Single-Scene Closed-Loop — 3 model variants (v2 fixed videos)

backbones 2026-05-17 20:13 dd855fd

Same eval scene (libero_spatial task 0, demo 0 init state). 1 episode, max_steps=600, --teleport --zero_rotation. All three models: 0% SR — every rollout hit the 600-step timeout.

Pred jerk in px/step (mean of |Delta-Delta-pos| on predicted target trajectory):

Modelval_px_err (train)closed-loop SRpred jerk (px)Notes
(A) 2D AR — model_autoregressive_v28.0 (3 ep, stride=5)0%1.89Largest jerk → policy moves the most but still in wrong direction
(B) Voxel + abs xyz — pilot12.4 (2 ep, stride=5)0%0.25Frozen — voxel features overpowering EEF history
(C) Voxel + EEF-rel xyz — pilot13.3 (2 ep, stride=5)0%0.06Most frozen of all — predictions barely change step-to-step

Videos (same init state)

White dot = current EEF projected. Green crosshair = model predicted next-EEF cell. Gripper sign printed as g=+1 (close) / g=-1 (open).

(A) 2D AR

2D AR at val_px_err=8.0 — jerk 1.89, EEF wanders but never finds the bowl.

(B) Voxel + abs xyz

Voxel-abs pilot — jerk 0.25, essentially frozen.
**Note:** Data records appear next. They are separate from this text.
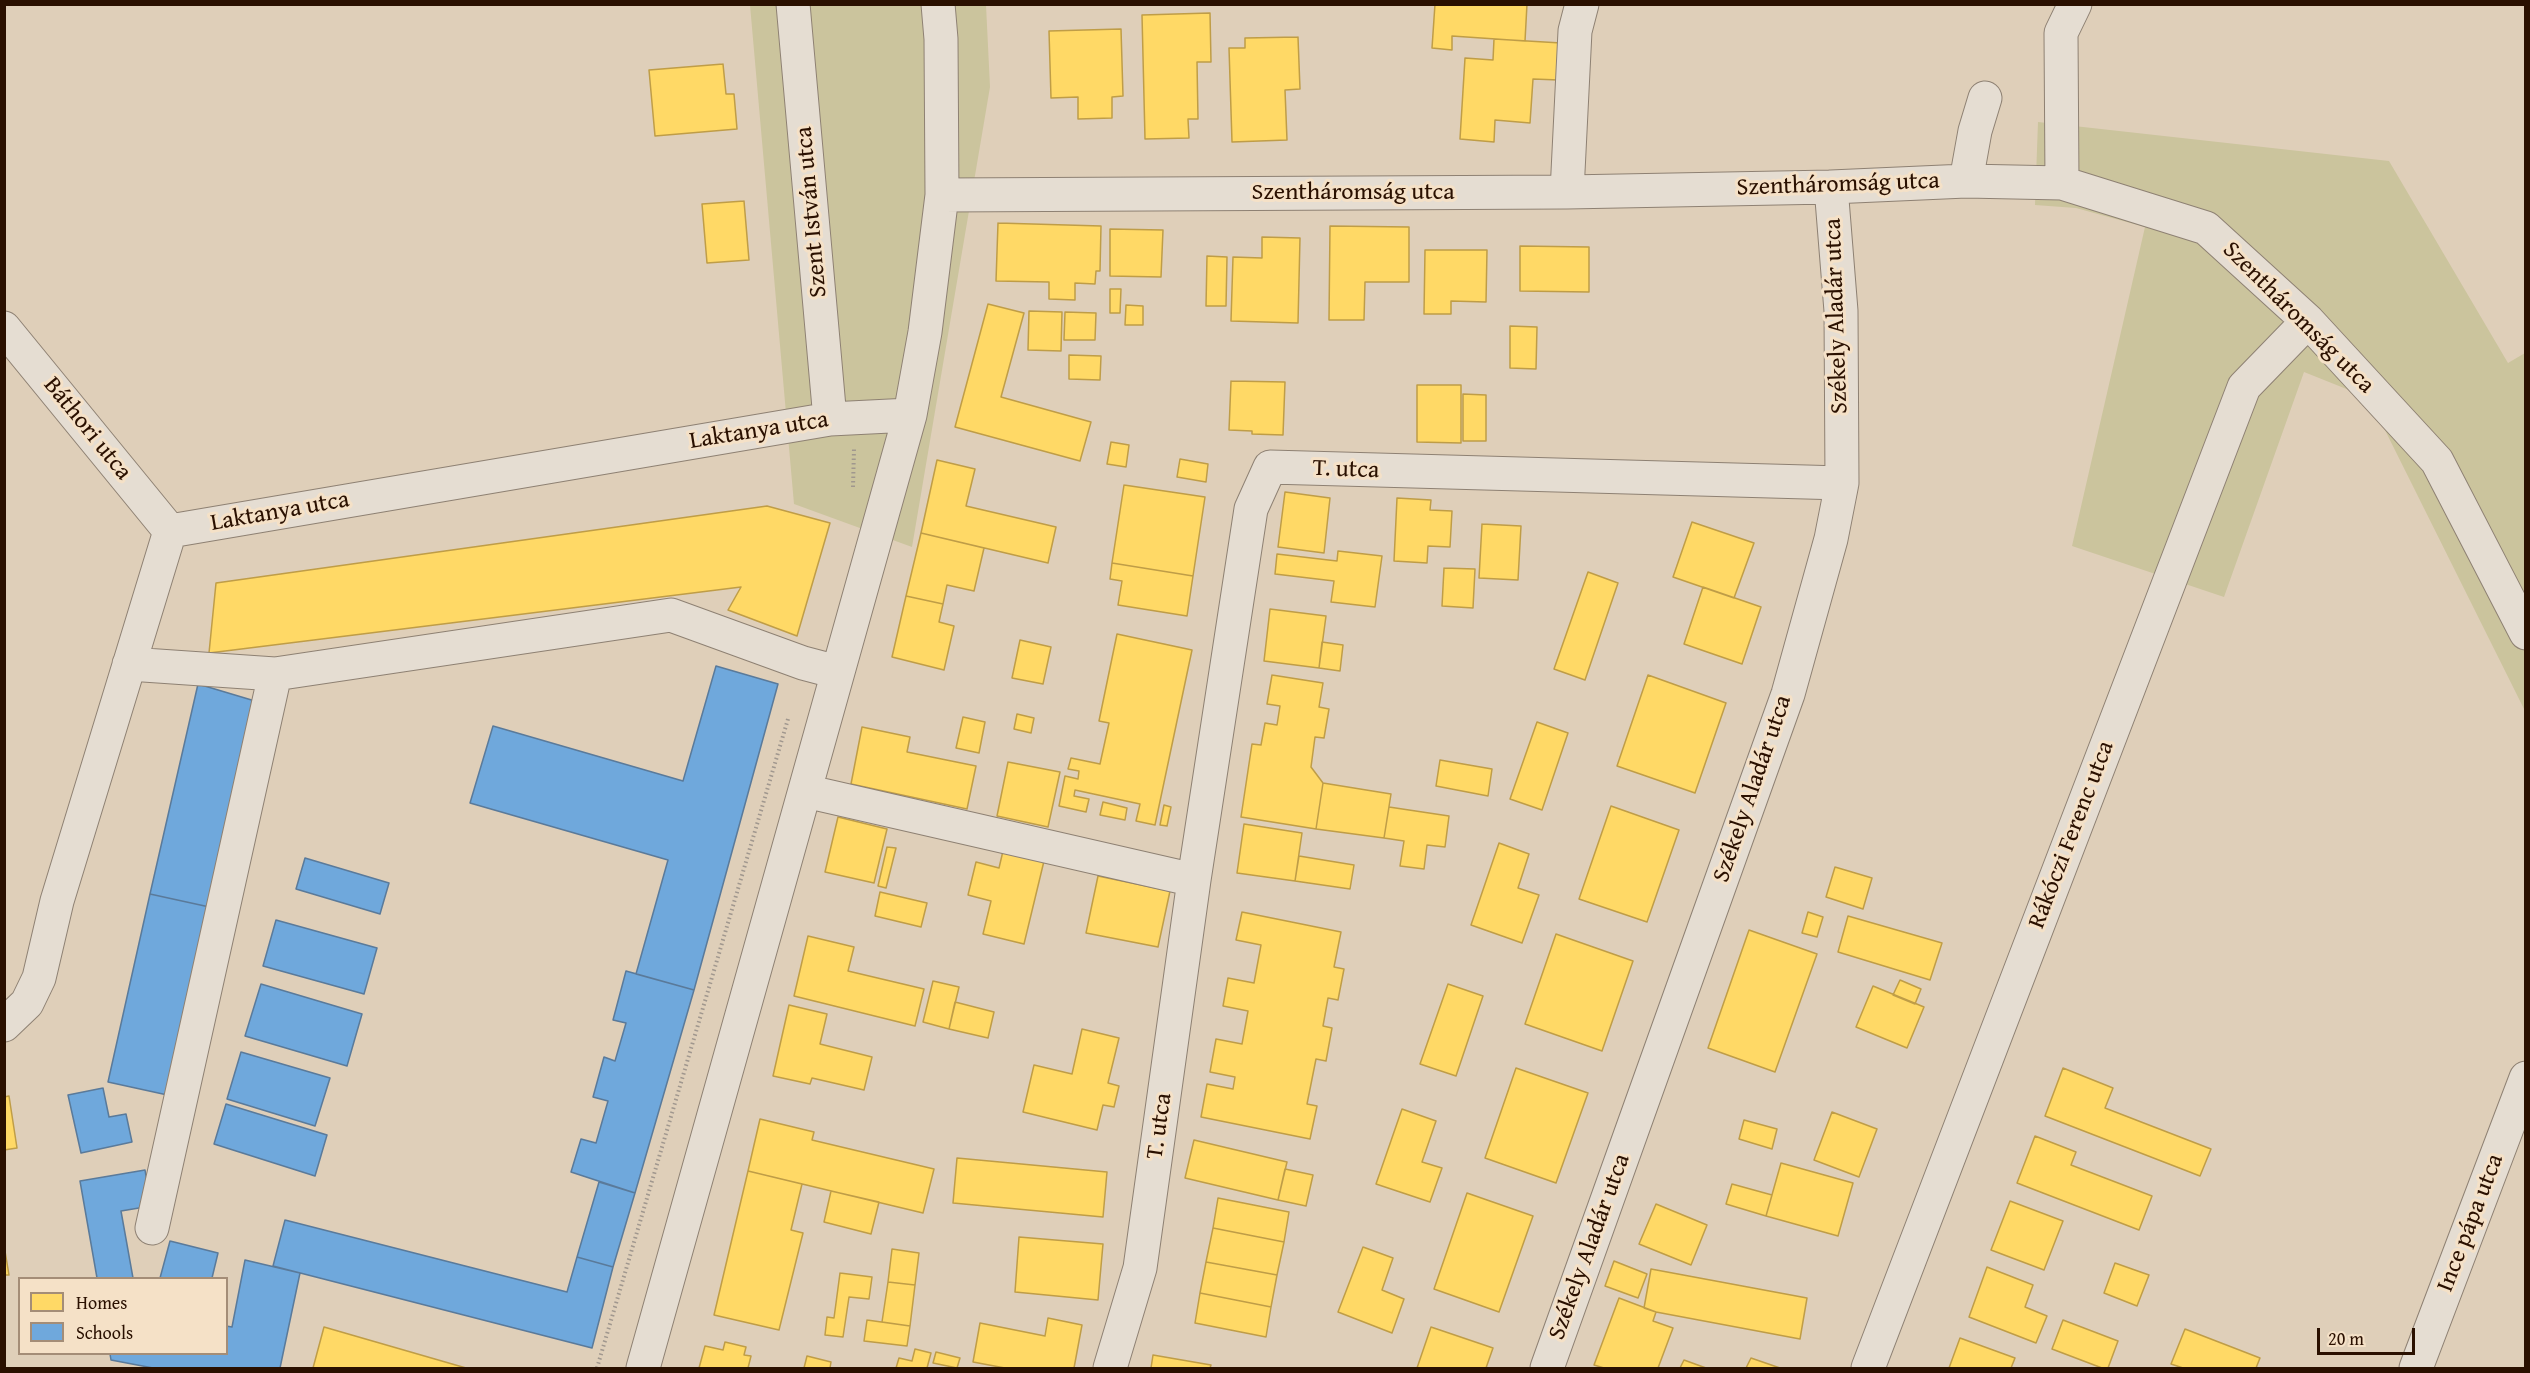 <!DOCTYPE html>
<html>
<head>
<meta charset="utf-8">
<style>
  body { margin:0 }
  #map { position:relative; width:2530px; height:1373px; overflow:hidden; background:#dfcfb9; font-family:"Gentium Book Plus",serif }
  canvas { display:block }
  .frame { position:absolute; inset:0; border:6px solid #2a1000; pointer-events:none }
  .legend { position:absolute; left:18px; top:1277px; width:210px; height:78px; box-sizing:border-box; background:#f5e1c7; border:2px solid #a48d77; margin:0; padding:8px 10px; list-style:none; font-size:18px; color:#2a1000 }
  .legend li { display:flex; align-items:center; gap:12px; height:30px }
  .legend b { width:30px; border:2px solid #a48d77 }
  .scale { position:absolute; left:2317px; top:1328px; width:98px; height:27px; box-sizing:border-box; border:3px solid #2a1000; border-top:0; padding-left:8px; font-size:18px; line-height:21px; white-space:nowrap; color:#2a1000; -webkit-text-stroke:4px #f5e1c7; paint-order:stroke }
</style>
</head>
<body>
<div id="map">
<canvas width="2530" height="1373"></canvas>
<div class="frame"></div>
<ul class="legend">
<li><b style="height:16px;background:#ffd966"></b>Homes</li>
<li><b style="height:16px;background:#6fa8dc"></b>Schools</li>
</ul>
<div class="scale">20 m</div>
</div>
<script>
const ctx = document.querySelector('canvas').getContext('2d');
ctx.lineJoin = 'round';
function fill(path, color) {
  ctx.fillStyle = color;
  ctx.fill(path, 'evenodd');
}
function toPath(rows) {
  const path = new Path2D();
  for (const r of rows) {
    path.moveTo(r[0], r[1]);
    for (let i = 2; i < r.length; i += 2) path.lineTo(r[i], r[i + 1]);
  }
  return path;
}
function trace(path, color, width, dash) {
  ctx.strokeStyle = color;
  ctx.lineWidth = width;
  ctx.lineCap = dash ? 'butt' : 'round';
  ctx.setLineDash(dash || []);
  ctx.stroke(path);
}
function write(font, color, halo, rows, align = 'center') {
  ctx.font = font + ' "Gentium Book Plus",serif';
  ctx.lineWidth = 6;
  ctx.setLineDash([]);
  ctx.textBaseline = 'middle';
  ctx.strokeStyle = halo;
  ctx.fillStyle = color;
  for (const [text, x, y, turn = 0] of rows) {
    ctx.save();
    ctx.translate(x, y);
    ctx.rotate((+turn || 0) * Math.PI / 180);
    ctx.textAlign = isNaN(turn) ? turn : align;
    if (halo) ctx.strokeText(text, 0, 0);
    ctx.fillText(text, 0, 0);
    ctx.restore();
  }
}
const green = toPath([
  [750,5,986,5,990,87,912,547,794,504],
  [2038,122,2389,161,2508,363,2525,353,2525,711,2369,398,2304,372,2224,597,2072,546,2145,227,2076,208,2035,205]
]);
const homes = toPath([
  [1435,4,1527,4,1525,41,1452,36,1452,50,1432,48,1435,4],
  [1210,13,1211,62,1197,62,1198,119,1188,119,1189,138,1145,139,1142,15,1210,13],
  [1121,29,1123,96,1112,97,1112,118,1078,119,1078,97,1051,98,1049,31,1121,29],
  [1298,37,1300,89,1285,90,1287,140,1232,142,1229,48,1245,48,1245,38,1298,37],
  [1494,39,1561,43,1559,80,1533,79,1530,123,1495,120,1494,142,1460,139,1465,58,1493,60,1494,39],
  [723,64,726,94,734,94,737,129,655,136,649,70,723,64],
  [744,201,749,260,707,263,702,204,744,201],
  [998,223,1101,226,1100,271,1096,271,1095,284,1075,283,1075,300,1049,299,1049,282,996,281,998,223],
  [1330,226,1409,227,1409,282,1365,282,1364,320,1329,320,1330,226],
  [1110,229,1163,230,1161,277,1110,276,1110,229],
  [1262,237,1300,238,1298,323,1231,321,1233,257,1262,258,1262,237],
  [1520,246,1589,247,1589,292,1520,291,1520,246],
  [1425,250,1487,250,1486,302,1451,301,1451,314,1424,314,1425,250],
  [1207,256,1227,257,1226,306,1206,306,1207,256],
  [1110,289,1121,289,1120,313,1110,313,1110,289],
  [988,304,1024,313,1001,397,1091,422,1080,461,955,427,988,304],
  [1126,305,1143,306,1143,325,1125,325,1126,305],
  [1029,311,1062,312,1061,351,1028,350,1029,311],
  [1065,312,1096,313,1095,340,1064,340,1065,312],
  [1510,326,1537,327,1536,369,1510,368,1510,326],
  [1069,355,1101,356,1100,380,1069,379,1069,355],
  [1231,381,1285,382,1283,435,1252,434,1252,431,1229,430,1231,381],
  [1417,385,1461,385,1461,443,1417,442,1417,385],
  [1463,394,1486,395,1486,441,1463,441,1463,394],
  [1111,442,1129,445,1126,467,1107,464,1111,442],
  [1180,459,1208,464,1206,482,1177,477,1180,459],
  [937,460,975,469,966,506,1056,527,1048,563,921,533,937,460],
  [1124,485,1205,497,1193,576,1112,563,1124,485],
  [1285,492,1330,498,1324,553,1278,547,1285,492],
  [1397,498,1431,500,1430,510,1452,511,1450,547,1428,546,1427,563,1394,561,1397,498],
  [767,506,830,523,797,636,728,610,741,587,209,653,216,583,767,506],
  [1692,522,1754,543,1734,598,1673,577,1692,522],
  [1482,524,1521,526,1518,580,1479,578,1482,524],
  [921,533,984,548,974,591,947,585,943,604,906,596,921,533],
  [1338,551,1382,556,1375,607,1331,602,1334,581,1275,574,1277,554,1337,561,1338,551],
  [1112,563,1193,576,1187,616,1118,605,1122,581,1110,579,1112,563],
  [1444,568,1475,569,1473,608,1442,606,1444,568],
  [1588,572,1618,583,1585,680,1554,669,1588,572],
  [1703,587,1761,607,1742,664,1684,644,1703,587],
  [906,596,943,604,939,622,954,626,944,670,892,657,906,596],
  [1270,609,1326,616,1319,668,1264,661,1270,609],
  [1117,634,1192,650,1155,825,1136,821,1140,804,1075,790,1074,796,1089,799,1086,812,1059,806,1065,776,1078,779,1079,771,1068,769,1071,758,1100,764,1109,723,1099,721,1117,634],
  [1020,640,1051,647,1043,684,1012,678,1020,640],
  [1322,642,1343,645,1340,671,1319,668,1322,642],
  [1272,675,1323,683,1319,707,1329,709,1324,738,1315,737,1311,767,1323,783,1316,829,1241,817,1252,744,1261,745,1265,723,1277,725,1280,706,1267,704,1272,675],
  [1648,675,1726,703,1695,793,1617,766,1648,675],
  [1017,714,1034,718,1031,733,1014,729,1017,714],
  [963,717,985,722,979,753,956,748,963,717],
  [1537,722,1568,733,1542,810,1510,799,1537,722],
  [862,727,910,737,907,752,976,766,967,809,851,784,862,727],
  [1440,760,1492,769,1488,796,1436,786,1440,760],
  [1008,762,1060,772,1048,827,997,816,1008,762],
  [1323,783,1391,794,1384,838,1316,829,1323,783],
  [1103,802,1127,808,1125,820,1100,815,1103,802],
  [1164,805,1171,807,1167,826,1160,825,1164,805],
  [1611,806,1679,830,1647,922,1579,899,1611,806],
  [1389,807,1449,816,1445,847,1427,845,1424,869,1400,866,1404,841,1384,838,1389,807],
  [838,817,887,829,874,883,825,872,838,817],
  [1244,824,1302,833,1295,881,1237,873,1244,824],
  [1499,843,1529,854,1518,888,1539,895,1522,943,1471,925,1499,843],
  [887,847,896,848,886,888,878,886,887,847],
  [1003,851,1044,861,1024,944,983,934,991,901,968,895,976,862,999,868,1003,851],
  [1299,856,1354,865,1350,889,1295,881,1299,856],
  [1835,867,1872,878,1863,909,1826,897,1835,867],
  [1098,876,1170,891,1158,947,1086,933,1098,876],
  [880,892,927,903,921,927,875,916,880,892],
  [1242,912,1341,932,1334,967,1344,969,1338,1000,1328,998,1323,1026,1332,1028,1326,1061,1316,1059,1307,1104,1317,1106,1310,1139,1201,1117,1207,1084,1233,1089,1235,1077,1210,1072,1216,1039,1242,1044,1248,1011,1223,1006,1228,978,1254,983,1261,945,1236,940,1242,912],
  [1808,912,1823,917,1817,937,1802,933,1808,912],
  [1848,916,1942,943,1930,980,1838,952,1848,916],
  [1749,930,1817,954,1775,1072,1708,1048,1749,930],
  [1556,934,1633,961,1602,1051,1525,1024,1556,934],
  [808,936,854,947,848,971,924,989,915,1026,794,996,808,936],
  [1900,980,1921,989,1915,1004,1893,995,1900,980],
  [933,981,959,987,949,1029,923,1022,933,981],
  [1448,984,1483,996,1456,1076,1420,1064,1448,984],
  [1873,986,1924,1007,1907,1048,1856,1027,1873,986],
  [955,1002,994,1012,988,1038,949,1029,955,1002],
  [789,1005,827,1014,820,1044,872,1057,864,1090,812,1078,810,1084,773,1076,789,1005],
  [1082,1029,1119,1038,1108,1083,1119,1086,1114,1107,1103,1105,1097,1130,1023,1112,1034,1065,1072,1074,1082,1029],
  [1516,1068,1588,1093,1556,1183,1485,1158,1516,1068],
  [2063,1068,2113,1088,2105,1108,2211,1149,2200,1176,2045,1116,2063,1068],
  [9,1096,17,1148,4,1150,4,1097,9,1096],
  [1402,1109,1436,1121,1422,1162,1442,1168,1430,1202,1376,1184,1402,1109],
  [1832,1112,1877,1129,1859,1177,1814,1160,1832,1112],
  [760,1119,814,1132,812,1140,934,1169,923,1213,748,1171,760,1119],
  [1744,1120,1777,1129,1772,1149,1739,1139,1744,1120],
  [2035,1136,2076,1152,2071,1165,2152,1196,2139,1230,2017,1183,2035,1136],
  [1194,1140,1287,1162,1278,1200,1185,1178,1194,1140],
  [957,1158,1107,1172,1103,1217,953,1203,957,1158],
  [1781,1163,1853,1183,1838,1236,1766,1216,1781,1163],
  [1285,1169,1313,1175,1306,1206,1278,1200,1285,1169],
  [748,1171,802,1184,791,1230,803,1233,779,1330,714,1315,748,1171],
  [1732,1184,1772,1195,1766,1216,1726,1204,1732,1184],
  [831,1191,879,1202,871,1234,824,1222,831,1191],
  [1467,1193,1533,1216,1499,1312,1434,1289,1467,1193],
  [1218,1198,1289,1212,1284,1242,1213,1228,1218,1198],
  [2010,1201,2063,1221,2044,1270,1991,1250,2010,1201],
  [1656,1204,1707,1225,1691,1265,1639,1244,1656,1204],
  [1213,1228,1284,1242,1277,1275,1206,1262,1213,1228],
  [1019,1237,1103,1244,1098,1300,1015,1292,1019,1237],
  [4,1245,9,1275,4,1275,4,1245],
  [1363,1247,1393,1258,1382,1290,1404,1299,1392,1333,1338,1312,1363,1247],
  [892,1249,919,1253,915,1285,888,1282,892,1249],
  [1614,1261,1647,1274,1638,1298,1605,1286,1614,1261],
  [1206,1262,1277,1275,1271,1307,1200,1293,1206,1262],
  [2115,1263,2149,1275,2137,1306,2104,1293,2115,1263],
  [1987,1267,2033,1285,2025,1307,2047,1316,2036,1343,1969,1317,1987,1267],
  [1651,1269,1807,1298,1800,1339,1656,1312,1644,1308,1651,1269],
  [840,1273,872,1277,869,1299,849,1297,843,1337,825,1335,827,1317,834,1318,840,1273],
  [888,1282,915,1285,910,1326,882,1322,888,1282],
  [1200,1293,1271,1307,1266,1337,1195,1323,1200,1293],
  [1619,1298,1656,1312,1653,1321,1673,1328,1658,1368,1604,1368,1594,1365,1619,1298],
  [1048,1318,1082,1325,1074,1368,1005,1368,973,1362,980,1323,1045,1336,1048,1318],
  [867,1320,910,1326,907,1346,864,1341,867,1320],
  [2063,1320,2118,1341,2108,1368,2102,1368,2052,1349,2063,1320],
  [324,1327,466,1368,313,1368,324,1327],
  [1431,1327,1493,1348,1486,1368,1417,1368,1431,1327],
  [2185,1329,2260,1358,2256,1368,2183,1368,2171,1364,2185,1329],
  [1960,1338,2015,1358,2011,1368,1949,1368,1960,1338],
  [725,1342,746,1347,744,1355,751,1356,748,1368,699,1368,705,1346,723,1350,725,1342],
  [915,1349,931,1353,927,1368,896,1368,899,1358,912,1361,915,1349],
  [936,1352,960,1358,957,1368,933,1363,936,1352],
  [1153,1355,1211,1365,1210,1368,1151,1368,1153,1355],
  [807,1356,831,1362,830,1368,804,1368,807,1356],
  [1751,1358,1780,1368,1746,1368,1751,1358],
  [1684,1360,1706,1368,1680,1368,1684,1360]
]);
const schools = toPath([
  [716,666,778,684,694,990,636,974,668,860,470,803,493,726,683,781,716,666],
  [198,684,265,704,214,908,150,894,198,684],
  [305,858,389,883,380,914,296,889,305,858],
  [150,894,214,908,172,1096,108,1082,150,894],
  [276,920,377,948,364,994,263,966,276,920],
  [626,971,694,990,635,1193,571,1172,581,1139,596,1143,608,1101,593,1097,604,1057,615,1061,626,1023,613,1020,626,971],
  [261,984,362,1014,347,1066,245,1036,261,984],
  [241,1052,330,1078,315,1126,227,1099,241,1052],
  [103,1088,109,1117,126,1114,132,1142,81,1153,68,1095,103,1088],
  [226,1104,327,1135,315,1176,214,1144,226,1104],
  [145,1170,151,1206,121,1211,133,1278,97,1278,80,1181,145,1170],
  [599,1182,635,1193,613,1267,577,1257,599,1182],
  [285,1220,567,1292,577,1257,613,1267,592,1348,273,1266,285,1220],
  [170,1241,218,1253,212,1278,160,1278,170,1241],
  [245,1260,300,1273,280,1368,153,1368,111,1360,110,1354,226,1354,226,1326,232,1327,245,1260]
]);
const path = toPath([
  [853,487,854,449],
  [597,1368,788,719]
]);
const minor = toPath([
  [793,4,830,419],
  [1966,181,1975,131,1985,98],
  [2062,183,2061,33,2075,4],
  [1567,192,1575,31,1582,4],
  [942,195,1567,192,1831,187,1966,181,2062,183,2206,228,2308,321,2437,461,2526,633],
  [4,328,170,531],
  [129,664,275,674,671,615,803,663,837,672],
  [805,791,1194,880],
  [4,1025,27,1003,39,978,57,901,170,531,830,419,910,415],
  [152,1228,275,674],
  [643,1368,910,415,925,332,942,195,941,39,938,4],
  [1110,1368,1140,1268,1194,880,1251,509,1270,467,1842,483],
  [1547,1368,1788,694,1831,539,1842,483,1841,311,1831,187],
  [1868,1368,2244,387,2308,321],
  [2416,1368,2526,1078]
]);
const streetNames = [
  ["Szentháromság utca",1838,185,-2],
  ["Szentháromság utca",1353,193],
  ["Szent István utca",812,212,-95],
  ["Székely Aladár utca",1837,316,-92],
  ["Szentháromság utca",2298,318,45],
  ["Báthori utca",87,429,51],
  ["Laktanya utca",759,431,-9],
  ["T. utca",1346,470,2],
  ["Laktanya utca",280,512,-10],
  ["Székely Aladár utca",1753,789,-71],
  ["Rákóczi Ferenc utca",2072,835,-69],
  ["T. utca",1160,1126,-82],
  ["Ince pápa utca",2471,1223,-69],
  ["Székely Aladár utca",1590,1247,-70]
];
fill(green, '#cbc49d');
fill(homes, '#ffd966');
trace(homes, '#bf9d47', 1.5);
fill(schools, '#6fa8dc');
trace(schools, '#5a7a9a', 1.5);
trace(minor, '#8e8173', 35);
trace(path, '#a0978e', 4, [1.5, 3]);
trace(minor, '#e5ddd2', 33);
write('24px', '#2a1000', '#f5e1c7', streetNames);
</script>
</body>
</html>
(C) Voxel + EEF-relative xyz

Voxel-rel pilot — jerk 0.06, most frozen. May also be hit by the rel-PE unit-mismatch bug I flagged earlier.

Takeaways from the videos

All 3 confirm the under-training pathology — predicted target stays near current EEF cell, so action deltas are 1-2 mm and nothing happens before max_steps. The voxel models are MORE frozen than the 2D AR, consistent with them being 2 epochs vs 3 epochs and (for C) having a unit-mismatch in the geometry PE input.